In the same interrogation scene, contained deep in the engaging two-hour episode opening the fourth and final season (which premiered on AMC last Saturday and wraps up in 10 episodes), we catch sight of the infamous and signature American “turncoat” Benedict Arnold (Owain Yeoman, blessed with a handsome oiliness), aptly described by Brewster (a bearded scruff played by Daniel Henshall) as “a pompous, two-faced piece of shite.” Make no mistake: There is history to be absorbed in the course of the show, with plenty of caveats and soapy fabrications involved for entertainment’s sake.

Developed and coproduced by Craig Silverstein, Turn is based on Alexander Rose’s historical book Washington’s Spies: The Story of America’s First Spy Ring, about the strategically important “Culper Spy Ring.” TV’s Turn, officially represented with the “N” craftily turned backward, also tears asunder some of the historical fact factor, to spice up the story for our consumption. Anna Strong (Heather Lind) is a, well, strong figure in the covert spy ring, but drawn into an illicit affair with subversive catalyst, farmer Abraham Woodhull (Jamie Bell), contrary to known accounts. Other historical gray areas sneak into the extended series, in a plot machine occasionally resorting to potboiler tactics.

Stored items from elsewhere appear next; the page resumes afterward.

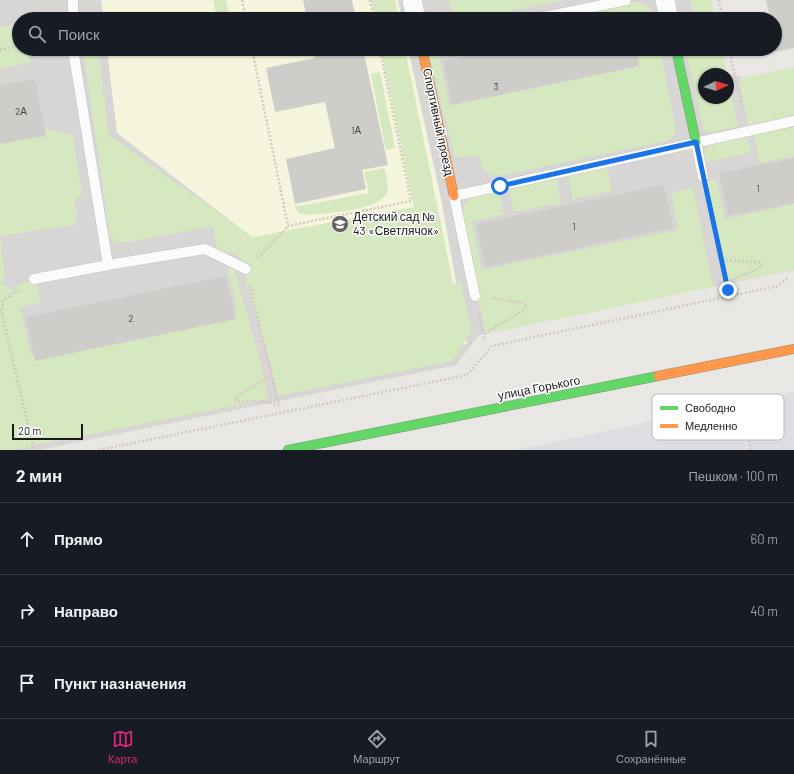 <!DOCTYPE html>
<html lang="ru">
<head>
<meta charset="utf-8">
<style>
	:root { --surface:#171b24; --page:#242831; --text:#f1f3f6; --muted:#9ea1a6; --line:#363941; --accent:#db2777 }
	body { margin:0; font-family:Barlow,sans-serif; background:var(--page); color:var(--text) }
	.compass { position:absolute; left:698px; top:68px; width:36px; height:36px; border-radius:50%; background:var(--surface); box-shadow:0 1px 3px #0004; rotate:86deg }
	.scale { position:absolute; left:12px; bottom:10px; width:71px; box-sizing:border-box; padding-left:4px; border:2px solid #1a1a1a; border-top:0; font-size:11px; line-height:14px; white-space:nowrap; color:#1a1a1a; -webkit-text-stroke:3px #fff; paint-order:stroke }
	.stop { position:absolute; width:12px; height:12px; margin:-9px; border:3px solid #1a73e8; border-radius:50%; background:#fff }
	.stop.end { background:#1a73e8; border-color:#fff; box-shadow:0 1px 4px #0008 }
	.list { margin:0; padding:0; list-style:none }
	h2 { display:flex; justify-content:space-between; align-items:center; height:52px; margin:0; padding:0 16px; font-size:17px }
	h2 small { font-size:13px; font-weight:400; color:var(--muted) }
	.list li { display:grid; grid-template-columns:26px 1fr auto; gap:12px; align-items:center; box-sizing:border-box; height:72px; padding:0 16px; border-top:1px solid var(--line) }
	.list b { display:block; font-size:15px; white-space:nowrap }
	.list em { font-size:13px; font-style:normal; color:var(--muted) }
	.icon { flex:none; width:22px; height:22px; fill:none; stroke:currentColor; stroke-width:2; stroke-linecap:round; stroke-linejoin:round }
	.map { position:relative; flex:none; width:794px; height:450px; overflow:hidden }
	.search { position:absolute; background:var(--surface); box-shadow:0 1px 3px #0004; left:12px; right:12px; top:12px; height:44px; display:flex; align-items:center; gap:10px; box-sizing:border-box; padding:0 14px; border-radius:22px; color:var(--muted); font-size:15px }
	.sheet { height:268px; background:var(--surface) }
	nav { display:flex; justify-content:space-around; align-items:center; box-sizing:border-box; height:56px; border-top:1px solid var(--line); background:var(--surface); font-size:11px; color:var(--muted) }
	nav a { display:grid; justify-items:center; gap:2px }
	nav .on { color:var(--accent) }
	.map>svg:first-child { display:block }
	.residential { fill:#d8d6d4; fill-rule:evenodd }
	.education { fill:#f5f4dc }
	.grass { fill:#d5e8c0 }
	.plaza { fill:#dddde2 }
	.building { fill:#cfcdca }
	.lines { fill:none; stroke-linecap:round; stroke-linejoin:round }
	.lane-casing { stroke:#c1c0bf; stroke-width:11 }
	.street-casing { stroke:#c1c0bf; stroke-width:20 }
	.fast-casing { stroke:#90927c; stroke-width:10 }
	.slow-casing { stroke:#90927c; stroke-width:10 }
	.path { stroke:#d6c6c3; stroke-width:2.5; stroke-dasharray:2 2; stroke-linecap:butt }
	.lane { stroke:#fcfbfb; stroke-width:10 }
	.street { stroke:#fcfbfb; stroke-width:19 }
	.fast { stroke:#63d668; stroke-width:9 }
	.slow { stroke:#ff974d; stroke-width:9 }
	.route { stroke:#1a73e8; stroke-width:5 }
	.labels { text-anchor:middle; stroke-width:3; stroke-linejoin:round; paint-order:stroke }
	.number-label { font-size:10px; fill:#474746 }
	.street-label { font-size:12px; fill:#1a1a1a; stroke:#fff }
	.poi-label { font-size:12px; fill:#1a1a1a; stroke:#fff; text-anchor:start }
	.key { fill:#fff; stroke:#bababa; stroke-width:1 }
	.key-label { font-size:11px; fill:#1a1a1a }
</style>
</head>
<body>
<div class="map">
<svg width="794" height="450" viewBox="0 0 794 450">
	<rect width="100%" height="100%" fill="#e9e7e3"/>
	<!-- residential -->
	<path class="residential" d="M0,0H101L104,19H19V49H107L117,133L467,344L441,199L408,49H701L705,65L744,78L794,68V270L479,335L456,365L39,450H0ZM704,74H728V98H704Z
		M398,0H691L695,19H402Z"/>
	<!-- education -->
	<path class="education" d="M101,0H398L402,19H104Z
		M107,49H408L441,199L467,344L295,381L267,249L117,133Z"/>
	<!-- grass -->
	<path class="grass" d="M213,0H226L230,19H217Z
		M371,0H395L399,19H375Z
		M449,0H565L470,19H453Z
		M690,0H711L715,19H694Z
		M635,2C647,2 651,8 654,19H630V18L597,19L595,10Z
		M19,25V49H27L31,62L0,69V27Z
		M83,49H98L109,135L253,237L414,207L381,49H405L453,283H461L472,331L452,361L278,396L271,366L240,260C232,250 229,251 218,254L213,226L127,242C116,243 112,243 109,232Z
		M428,49H461V51L439,56L449,105L640,66L637,49H660L675,126C676,134 673,138 666,141L498,176C483,175 482,167 479,155L465,157H455Z
		M689,49H722L727,74H704V98H728V80L738,126L711,132L704,131L686,51Z
		M794,67V115L748,125L739,79Z
		M380,72L395,148L386,150L371,74Z
		M794,126V156L760,163L754,135Z
		M47,129L73,135L82,195L75,200C76,209 79,217 73,225L0,236L5,276L1,283L15,291L19,284L36,280L40,303L20,307L31,356L237,311L227,262L220,263V261L232,262L262,366L268,399L12,450H0V138Z
		M748,137L751,152L706,162C699,146 714,143 726,141C733,140 740,139 748,137Z
		M607,167L612,191L573,199L568,175Z
		M384,168C387,176 389,184 387,193C385,195 383,198 380,200C365,211 327,213 307,215L300,214L294,207L369,193L364,172Z
		M556,178L561,203L514,212L509,187Z
		M716,179L725,219L794,204V270L728,283L703,182Z
		M693,188L713,287L485,334L463,215C462,194 483,194 499,190L504,214L471,222L482,270L678,230L671,193Z"/>
	<!-- plaza -->
	<path class="plaza" d="M794,392V450H514L723,407Z"/>
	<!-- building -->
	<path class="building" d="M303,0H352L356,19H307Z
		M766,0H794V48L775,52V19H770Z
		M314,49H363L388,165L362,170L366,189L295,204L286,159L335,148L325,102L275,112L266,68L315,58Z
		M502,49H636L639,66L452,105L443,61Z
		M35,79L46,136L0,144V86Z
		M794,158V203L728,216L719,173Z
		M664,185L673,228L485,267L476,224Z
		M226,276L236,319L35,361L26,317Z"/>
	<g class="lines">
		<defs>
			<path id="lane" d="M73,19V0
				M535,19L626,0
				M73,49L108,265
				M696,142L703,177
				M34,279L108,265L205,249L246,269
				M475,296L454,196L794,121"/>
			<path id="street" d="M412,0L416,19
				M665,0L669,19"/>
			<path id="fast" d="M676,49L696,142
				M288,450L658,376"/>
			<path id="slow" d="M422,49L454,196
				M658,376L794,349"/>
		</defs>
		<!-- lane casing -->
		<use href="#lane" class="lane-casing"/>
		<!-- street casing -->
		<use href="#street" class="street-casing"/>
		<!-- fast casing -->
		<use href="#fast" class="fast-casing"/>
		<!-- slow casing -->
		<use href="#slow" class="slow-casing"/>
		<!-- path -->
		<path class="path" d="M242,0L246,19
			M370,0L374,19
			M719,0L723,19
			M252,49L288,226L411,201L380,49
			M729,49L744,115
			M0,50L19,45
			M707,193L727,286
			M258,258L288,226
			M722,260L758,262L761,263L762,266L759,268L734,279L727,286L728,290
			M250,285L279,406
			M0,310L2,314L34,450
			M479,313L485,341
			M2,314L3,300L21,289
			M484,334L524,310L526,308V305L524,303L491,298
			M272,375L236,397V400L237,401L269,402L279,406
			M745,417L751,450
			M99,450L467,375L492,346L777,286L788,278"/>
		<!-- lane -->
		<use href="#lane" class="lane"/>
		<!-- street -->
		<use href="#street" class="street"/>
		<!-- fast -->
		<use href="#fast" class="fast"/>
		<!-- slow -->
		<use href="#slow" class="slow"/>
	</g>
	<g class="lines">
		<!-- route -->
		<path class="route" d="M500,186L696,142L728,290"/>
	</g>
	<!-- icons -->
	<defs>
		<symbol id="school-disc" viewBox="-11 -11 22 22"><circle r="9.5" fill="#626260" stroke="#fff"/><path d="M0-5L7-2L0 1L-7-2ZM-4 1L0 2.5L4 1V4Q0 6-4 4Z" fill="#fff"/></symbol>
	</defs>
	<g fill-rule="evenodd">
		<use href="#school-disc" x="330" y="214" width="20" height="20"/>
	</g>
	<g class="labels">
		<!-- number labels -->
		<g class="number-label">
			<text x="496" y="90">3</text>
			<text x="21" y="115">2А</text>
			<text x="356" y="134">1А</text>
			<text x="758" y="192">1</text>
			<text x="574" y="230">1</text>
			<text x="131" y="322">2</text>
		</g>
		<!-- street labels -->
		<g class="street-label">
			<text transform="translate(438 122) rotate(78)" y="4">Спортивный проезд</text>
			<text transform="translate(539 388) rotate(-11)" y="4">улица Горького</text>
		</g>
		<!-- poi labels -->
		<g class="poi-label">
			<text x="353" y="221">Детский сад №<tspan x="353" dy="14">43 «Светлячок»</tspan></text>
		</g>
	</g>
	<!-- legend -->
	<rect x="652" y="394" width="132" height="46" rx="6" class="key"/>
	<rect x="660" y="406" width="18" height="4" fill="#63d668"/>
	<rect x="660" y="424" width="18" height="4" fill="#ff974d"/>
	<g class="key-label">
		<text x="685" y="412">Свободно</text>
		<text x="685" y="430">Медленно</text>
	</g>
</svg>
<svg class="compass" viewBox="-18 -18 36 36"><path d="M0-13l5 13h-10z" fill="#e53935"/><path d="M0 13l5-13h-10z" fill="#9ea1a6"/></svg>
<div class="scale">20 m</div>
<div class="stop" style="left:500px;top:186px"></div>
<div class="stop end" style="left:728px;top:290px"></div>
<div class="search"><svg class="icon" aria-label="search" viewBox="0 0 24 24"><circle cx="10" cy="10" r="6"/><path d="M15 15l6 6"/></svg>Поиск</div>
</div>
<section class="sheet">
<h2>2 мин<small>Пешком · 100 m</small></h2>
<ul class="list">
<li><svg class="icon" aria-label="ahead" viewBox="0 0 24 24"><path d="M12 20V5M6 11l6-6 6 6"/></svg><div><b>Прямо</b></div><em>60 m</em></li>
<li><svg class="icon" aria-label="right" viewBox="0 0 24 24"><path d="M7 20v-9h11M14 6l5 5-5 5"/></svg><div><b>Направо</b></div><em>40 m</em></li>
<li><svg class="icon" aria-label="arrive" viewBox="0 0 24 24"><path d="M6 21V4h12l-3 4 3 4H6"/></svg><div><b>Пункт назначения</b></div></li>
</ul>
</section>
<nav>
<a class="on"><svg class="icon" aria-label="map" viewBox="0 0 24 24"><path d="M3 6l6-2 6 2 6-2v14l-6 2-6-2-6 2zM9 4v14M15 6v14"/></svg>Карта</a>
<a><svg class="icon" aria-label="directions" viewBox="0 0 24 24"><path d="M12 3l9 9-9 9-9-9zM9 14v-3h6M13 9l2 2-2 2"/></svg>Маршрут</a>
<a><svg class="icon" aria-label="saved" viewBox="0 0 24 24"><path d="M7 4h10v16l-5-4-5 4z"/></svg>Сохранённые</a>
</nav>
</body>
</html>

To commence the current and fourth season, Arnold ​— ​who announces, “I have been appointed spyhunter general” ​— ​takes up the task of rounding up known and presumed spies and traitors to the Crown, in the then British-held stronghold of New York (including a wrongly-charged actress who has offended Arnold’s lovely and conniving wife, Peggy Shippen, played by Ksenia Solo). The pursuit, sometimes a witch hunt, leads us to a picturesque array of grubby, posh, and otherwise antiquated locations, and sets the late-18th-century N.Y.C. area with some impressive production values and costumes (although the bland modern-day movie score music works against any sense of verisimilitude).

There are moments in the flow of the protracted story when a reflection of the complex nature of war on American soil emerges, between citizens torn between two worlds ​— ​the imperialists and the future liberated “Americans.” In one instance, when Abe Woodhull’s merchant father, who deals with the redcoats, accuses his son of treating the Tories and Loyalists with unseemly brutality and having slaughtered them, his son retorts, “Slaughtered? These are not sheep. They’re soldiers. We’re in the war now. This is how it’s done.”

From the elegant, innuendo-laden and fanciful domain of banquets and balls ​— ​far from any hint of battle ​— ​to grimy camps and outposts, Turn lures us into its dramatic snare by means of personal/national historical intrigue, soap operatic gear-turning, and stealthy wars of will and cunning. Wily words and salted wounds are in that mix, as well.